Carrier incurs penalty for overly frugal assessment of caregiver services
Quick v. Montana State Fund, No. DA 08-0285 (Mont. 05/13/09).
The Montana Supreme Court upheld the Workers' Compensation Commission's imposition of a 20 percent penalty fee on the carrier.
What it means: In Montana, a workers' compensation judge can increase the amount of a claimant's compensation benefits by 20 percent when the carrier unreasonably delays or refuses to make payments.
An employee suffered a brain injury in a work-related motor vehicle accident. His injuries eventually forced him to need full-time domiciliary care, which his wife provided. The carrier accepted the claim and the request for domiciliary care, but only agreed to pay his wife, a registered nurse, $7.50 per hour for her services. Multiple doctors testified that the employee a level of care that only an RN could provide, and two RNs testified that the salary for a home health nurse ranged from $25 to $65 per hour. The Montana Supreme Court affirmed the workers' compensation judge's determination that the wife should get a reduced amount of $20, due to her "greater level of discretion and freedom" than a privately retained nurse.

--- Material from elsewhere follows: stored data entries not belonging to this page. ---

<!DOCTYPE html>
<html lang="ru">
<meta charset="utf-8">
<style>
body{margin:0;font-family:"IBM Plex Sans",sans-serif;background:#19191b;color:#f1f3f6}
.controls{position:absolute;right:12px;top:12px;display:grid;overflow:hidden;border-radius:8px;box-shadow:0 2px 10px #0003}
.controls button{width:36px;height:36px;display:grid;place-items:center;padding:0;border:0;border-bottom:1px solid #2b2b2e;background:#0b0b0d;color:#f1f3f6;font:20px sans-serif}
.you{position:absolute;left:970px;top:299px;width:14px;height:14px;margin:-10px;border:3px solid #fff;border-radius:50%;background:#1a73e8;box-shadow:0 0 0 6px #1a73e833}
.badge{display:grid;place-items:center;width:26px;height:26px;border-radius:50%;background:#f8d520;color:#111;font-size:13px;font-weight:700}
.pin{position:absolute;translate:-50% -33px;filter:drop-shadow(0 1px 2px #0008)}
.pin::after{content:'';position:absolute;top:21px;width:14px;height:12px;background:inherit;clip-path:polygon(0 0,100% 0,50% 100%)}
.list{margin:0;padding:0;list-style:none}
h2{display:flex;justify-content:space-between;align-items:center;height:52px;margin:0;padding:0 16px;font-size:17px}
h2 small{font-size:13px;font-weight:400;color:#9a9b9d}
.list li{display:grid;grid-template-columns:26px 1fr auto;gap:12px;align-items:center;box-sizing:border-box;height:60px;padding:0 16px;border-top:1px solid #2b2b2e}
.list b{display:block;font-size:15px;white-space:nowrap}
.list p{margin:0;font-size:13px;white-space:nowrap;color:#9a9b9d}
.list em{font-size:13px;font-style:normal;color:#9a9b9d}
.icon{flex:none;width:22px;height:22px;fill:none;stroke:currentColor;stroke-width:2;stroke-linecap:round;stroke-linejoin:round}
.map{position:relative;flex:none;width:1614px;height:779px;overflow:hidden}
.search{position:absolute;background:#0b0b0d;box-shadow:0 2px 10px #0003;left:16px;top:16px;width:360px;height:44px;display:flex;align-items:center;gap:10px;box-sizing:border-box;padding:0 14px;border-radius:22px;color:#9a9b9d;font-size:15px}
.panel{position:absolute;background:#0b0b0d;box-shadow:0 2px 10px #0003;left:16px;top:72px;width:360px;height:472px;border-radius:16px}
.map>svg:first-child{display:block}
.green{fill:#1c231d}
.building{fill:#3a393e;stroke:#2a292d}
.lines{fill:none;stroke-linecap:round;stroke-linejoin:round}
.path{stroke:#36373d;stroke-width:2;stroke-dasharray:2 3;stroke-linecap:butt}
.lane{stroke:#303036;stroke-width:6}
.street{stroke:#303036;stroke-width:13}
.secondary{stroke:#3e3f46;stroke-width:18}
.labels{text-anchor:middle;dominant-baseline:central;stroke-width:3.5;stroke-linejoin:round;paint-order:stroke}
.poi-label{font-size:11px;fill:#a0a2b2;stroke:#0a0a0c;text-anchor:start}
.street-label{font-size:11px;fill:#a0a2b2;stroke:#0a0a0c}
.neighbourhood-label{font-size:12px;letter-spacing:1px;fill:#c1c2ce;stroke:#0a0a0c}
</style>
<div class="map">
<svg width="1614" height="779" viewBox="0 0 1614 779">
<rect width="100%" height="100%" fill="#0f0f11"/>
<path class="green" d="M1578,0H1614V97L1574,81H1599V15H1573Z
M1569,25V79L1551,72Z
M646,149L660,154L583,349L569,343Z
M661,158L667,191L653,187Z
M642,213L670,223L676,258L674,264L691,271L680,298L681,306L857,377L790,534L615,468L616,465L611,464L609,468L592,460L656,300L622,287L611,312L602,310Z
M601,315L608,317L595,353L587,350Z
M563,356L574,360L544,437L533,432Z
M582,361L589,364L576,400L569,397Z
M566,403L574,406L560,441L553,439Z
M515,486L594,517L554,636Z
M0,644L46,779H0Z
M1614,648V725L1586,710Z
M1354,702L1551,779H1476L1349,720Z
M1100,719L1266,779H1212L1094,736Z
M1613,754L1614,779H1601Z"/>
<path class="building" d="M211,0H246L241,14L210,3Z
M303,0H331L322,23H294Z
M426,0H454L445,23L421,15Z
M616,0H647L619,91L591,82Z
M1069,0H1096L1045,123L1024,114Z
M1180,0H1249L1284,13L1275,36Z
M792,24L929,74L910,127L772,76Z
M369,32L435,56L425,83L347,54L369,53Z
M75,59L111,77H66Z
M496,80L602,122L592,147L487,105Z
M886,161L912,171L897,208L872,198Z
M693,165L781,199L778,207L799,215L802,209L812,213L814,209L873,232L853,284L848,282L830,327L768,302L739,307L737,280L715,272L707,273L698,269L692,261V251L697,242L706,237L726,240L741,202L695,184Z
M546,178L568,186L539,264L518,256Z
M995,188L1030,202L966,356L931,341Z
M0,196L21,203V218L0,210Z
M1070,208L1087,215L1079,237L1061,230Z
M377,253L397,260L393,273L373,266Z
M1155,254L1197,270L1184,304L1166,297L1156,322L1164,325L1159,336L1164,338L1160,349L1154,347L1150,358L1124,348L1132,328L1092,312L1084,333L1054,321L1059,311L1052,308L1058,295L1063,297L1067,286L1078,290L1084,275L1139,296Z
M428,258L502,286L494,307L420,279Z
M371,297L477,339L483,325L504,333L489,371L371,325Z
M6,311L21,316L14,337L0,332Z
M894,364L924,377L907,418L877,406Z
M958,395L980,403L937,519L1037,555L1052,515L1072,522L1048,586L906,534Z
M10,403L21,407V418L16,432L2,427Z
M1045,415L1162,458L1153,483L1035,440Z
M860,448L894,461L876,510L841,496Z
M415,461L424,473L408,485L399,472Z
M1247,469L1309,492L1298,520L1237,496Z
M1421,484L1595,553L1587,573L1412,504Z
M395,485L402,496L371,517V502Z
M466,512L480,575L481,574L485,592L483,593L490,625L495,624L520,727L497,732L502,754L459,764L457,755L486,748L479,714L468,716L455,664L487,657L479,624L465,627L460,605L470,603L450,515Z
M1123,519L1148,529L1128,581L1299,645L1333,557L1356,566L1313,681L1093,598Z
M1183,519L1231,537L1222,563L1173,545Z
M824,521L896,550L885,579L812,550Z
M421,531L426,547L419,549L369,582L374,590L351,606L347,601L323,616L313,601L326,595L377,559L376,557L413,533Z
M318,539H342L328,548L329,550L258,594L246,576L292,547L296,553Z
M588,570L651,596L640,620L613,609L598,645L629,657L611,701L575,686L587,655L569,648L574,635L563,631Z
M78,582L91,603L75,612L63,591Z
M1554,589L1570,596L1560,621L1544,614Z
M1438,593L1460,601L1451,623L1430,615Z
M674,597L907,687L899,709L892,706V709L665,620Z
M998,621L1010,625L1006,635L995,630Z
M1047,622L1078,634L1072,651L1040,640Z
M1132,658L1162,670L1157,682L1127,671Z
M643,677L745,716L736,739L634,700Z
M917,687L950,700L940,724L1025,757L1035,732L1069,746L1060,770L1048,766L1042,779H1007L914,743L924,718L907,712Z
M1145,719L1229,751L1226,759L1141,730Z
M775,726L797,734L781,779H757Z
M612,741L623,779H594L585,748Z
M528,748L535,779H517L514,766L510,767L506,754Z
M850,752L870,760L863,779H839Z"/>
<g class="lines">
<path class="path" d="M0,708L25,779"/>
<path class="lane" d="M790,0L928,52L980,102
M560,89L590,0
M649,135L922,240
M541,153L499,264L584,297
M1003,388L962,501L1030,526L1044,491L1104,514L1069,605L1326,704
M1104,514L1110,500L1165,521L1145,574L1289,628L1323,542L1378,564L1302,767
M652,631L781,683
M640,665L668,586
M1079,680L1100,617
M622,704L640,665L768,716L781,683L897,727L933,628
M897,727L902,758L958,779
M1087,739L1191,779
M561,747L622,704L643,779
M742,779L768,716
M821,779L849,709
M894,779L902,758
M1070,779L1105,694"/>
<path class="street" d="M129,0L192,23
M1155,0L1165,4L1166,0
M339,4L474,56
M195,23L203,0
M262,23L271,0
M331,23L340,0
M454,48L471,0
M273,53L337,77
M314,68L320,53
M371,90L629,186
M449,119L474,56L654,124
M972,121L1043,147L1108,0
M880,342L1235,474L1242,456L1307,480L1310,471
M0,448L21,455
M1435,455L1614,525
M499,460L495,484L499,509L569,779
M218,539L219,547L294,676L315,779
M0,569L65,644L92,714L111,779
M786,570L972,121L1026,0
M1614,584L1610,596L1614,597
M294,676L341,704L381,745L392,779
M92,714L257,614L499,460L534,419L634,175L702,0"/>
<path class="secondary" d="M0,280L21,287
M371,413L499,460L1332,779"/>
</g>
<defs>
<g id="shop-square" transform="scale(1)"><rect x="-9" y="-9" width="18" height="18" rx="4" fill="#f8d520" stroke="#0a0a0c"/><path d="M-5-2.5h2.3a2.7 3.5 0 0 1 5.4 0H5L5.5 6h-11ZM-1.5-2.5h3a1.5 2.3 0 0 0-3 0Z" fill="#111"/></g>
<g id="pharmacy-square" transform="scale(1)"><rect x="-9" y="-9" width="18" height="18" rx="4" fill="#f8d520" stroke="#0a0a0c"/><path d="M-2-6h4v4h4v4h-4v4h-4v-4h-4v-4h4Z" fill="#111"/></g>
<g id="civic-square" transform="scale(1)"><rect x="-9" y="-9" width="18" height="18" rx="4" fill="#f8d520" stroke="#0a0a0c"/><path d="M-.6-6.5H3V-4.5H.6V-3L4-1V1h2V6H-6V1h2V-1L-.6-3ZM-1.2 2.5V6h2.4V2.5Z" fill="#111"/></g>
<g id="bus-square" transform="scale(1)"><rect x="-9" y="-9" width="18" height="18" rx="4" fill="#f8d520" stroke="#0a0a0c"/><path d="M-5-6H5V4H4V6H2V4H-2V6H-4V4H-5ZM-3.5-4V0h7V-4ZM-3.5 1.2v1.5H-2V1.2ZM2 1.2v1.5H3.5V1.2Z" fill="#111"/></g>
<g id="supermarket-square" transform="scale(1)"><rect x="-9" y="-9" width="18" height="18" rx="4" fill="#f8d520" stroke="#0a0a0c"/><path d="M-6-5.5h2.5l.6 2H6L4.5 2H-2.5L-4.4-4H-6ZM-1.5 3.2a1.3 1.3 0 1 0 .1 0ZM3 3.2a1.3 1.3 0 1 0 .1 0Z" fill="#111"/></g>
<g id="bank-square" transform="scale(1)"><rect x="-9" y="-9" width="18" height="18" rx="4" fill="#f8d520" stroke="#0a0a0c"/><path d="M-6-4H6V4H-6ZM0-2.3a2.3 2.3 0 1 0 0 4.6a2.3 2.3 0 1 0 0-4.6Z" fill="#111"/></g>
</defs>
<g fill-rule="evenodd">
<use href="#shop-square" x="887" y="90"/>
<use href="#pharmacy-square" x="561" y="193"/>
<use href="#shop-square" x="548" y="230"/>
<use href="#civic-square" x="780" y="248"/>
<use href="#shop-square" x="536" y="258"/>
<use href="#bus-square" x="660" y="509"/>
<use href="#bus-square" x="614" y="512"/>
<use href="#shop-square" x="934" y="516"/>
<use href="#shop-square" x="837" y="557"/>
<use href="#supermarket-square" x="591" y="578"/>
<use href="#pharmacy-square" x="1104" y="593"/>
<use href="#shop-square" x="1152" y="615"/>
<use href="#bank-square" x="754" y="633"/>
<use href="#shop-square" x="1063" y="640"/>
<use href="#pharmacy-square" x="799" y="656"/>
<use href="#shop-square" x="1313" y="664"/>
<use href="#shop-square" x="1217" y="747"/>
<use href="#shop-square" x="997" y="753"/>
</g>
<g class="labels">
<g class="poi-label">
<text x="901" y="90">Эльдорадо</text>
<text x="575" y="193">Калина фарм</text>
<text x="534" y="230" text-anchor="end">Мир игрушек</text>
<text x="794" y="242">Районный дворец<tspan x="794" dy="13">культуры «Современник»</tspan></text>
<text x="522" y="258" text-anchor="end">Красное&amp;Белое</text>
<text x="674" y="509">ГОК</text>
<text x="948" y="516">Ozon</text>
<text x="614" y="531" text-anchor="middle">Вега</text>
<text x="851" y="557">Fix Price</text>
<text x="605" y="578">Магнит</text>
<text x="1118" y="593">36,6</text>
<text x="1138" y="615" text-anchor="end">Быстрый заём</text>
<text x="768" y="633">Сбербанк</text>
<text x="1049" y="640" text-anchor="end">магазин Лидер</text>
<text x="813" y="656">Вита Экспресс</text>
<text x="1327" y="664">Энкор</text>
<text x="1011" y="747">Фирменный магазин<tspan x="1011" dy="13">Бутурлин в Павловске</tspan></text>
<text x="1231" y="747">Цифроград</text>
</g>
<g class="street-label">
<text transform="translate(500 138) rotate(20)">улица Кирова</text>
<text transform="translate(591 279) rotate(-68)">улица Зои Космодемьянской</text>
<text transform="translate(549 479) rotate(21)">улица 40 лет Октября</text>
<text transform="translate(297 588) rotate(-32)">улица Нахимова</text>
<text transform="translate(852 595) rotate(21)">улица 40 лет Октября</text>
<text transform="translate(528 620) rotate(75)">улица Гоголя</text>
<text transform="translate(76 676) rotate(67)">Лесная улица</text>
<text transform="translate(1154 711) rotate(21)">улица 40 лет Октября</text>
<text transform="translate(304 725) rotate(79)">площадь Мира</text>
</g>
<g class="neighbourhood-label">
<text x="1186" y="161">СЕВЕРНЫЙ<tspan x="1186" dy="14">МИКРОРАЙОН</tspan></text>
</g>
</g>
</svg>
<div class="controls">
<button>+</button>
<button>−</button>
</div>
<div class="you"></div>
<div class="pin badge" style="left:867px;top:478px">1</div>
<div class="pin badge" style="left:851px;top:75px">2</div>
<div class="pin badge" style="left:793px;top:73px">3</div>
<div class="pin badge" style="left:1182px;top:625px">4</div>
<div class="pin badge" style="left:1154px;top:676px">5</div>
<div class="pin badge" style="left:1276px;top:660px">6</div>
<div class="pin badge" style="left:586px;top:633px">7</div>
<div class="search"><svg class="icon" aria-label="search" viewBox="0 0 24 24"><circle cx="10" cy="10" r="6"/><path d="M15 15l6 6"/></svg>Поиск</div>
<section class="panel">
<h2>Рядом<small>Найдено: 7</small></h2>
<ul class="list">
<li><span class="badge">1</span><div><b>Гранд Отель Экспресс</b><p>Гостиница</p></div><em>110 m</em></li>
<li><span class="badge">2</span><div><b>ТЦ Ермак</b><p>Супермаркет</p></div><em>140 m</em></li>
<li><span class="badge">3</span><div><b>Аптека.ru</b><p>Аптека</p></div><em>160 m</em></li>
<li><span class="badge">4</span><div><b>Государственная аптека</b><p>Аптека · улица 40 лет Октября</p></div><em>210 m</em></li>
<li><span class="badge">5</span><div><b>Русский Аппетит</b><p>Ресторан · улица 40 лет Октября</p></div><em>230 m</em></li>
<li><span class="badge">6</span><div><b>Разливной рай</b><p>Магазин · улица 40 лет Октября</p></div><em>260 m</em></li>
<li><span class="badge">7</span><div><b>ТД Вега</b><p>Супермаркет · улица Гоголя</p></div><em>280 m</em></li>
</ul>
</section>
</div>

The court found the carrier acted unreasonably in questioning the monetary value of the wife's services. It pointed out that, as far back as 1987 and 1989, the going rate for domiciliary care provided by an employee's spouse, not even a registered nurse, was between $7 and $7.50 per hour. Noting the rise in medical care costs since the 1980s, the court held the carrier unreasonably determined the rate of pay, and therefore the 20 percent penalty increase was appropriately assessed.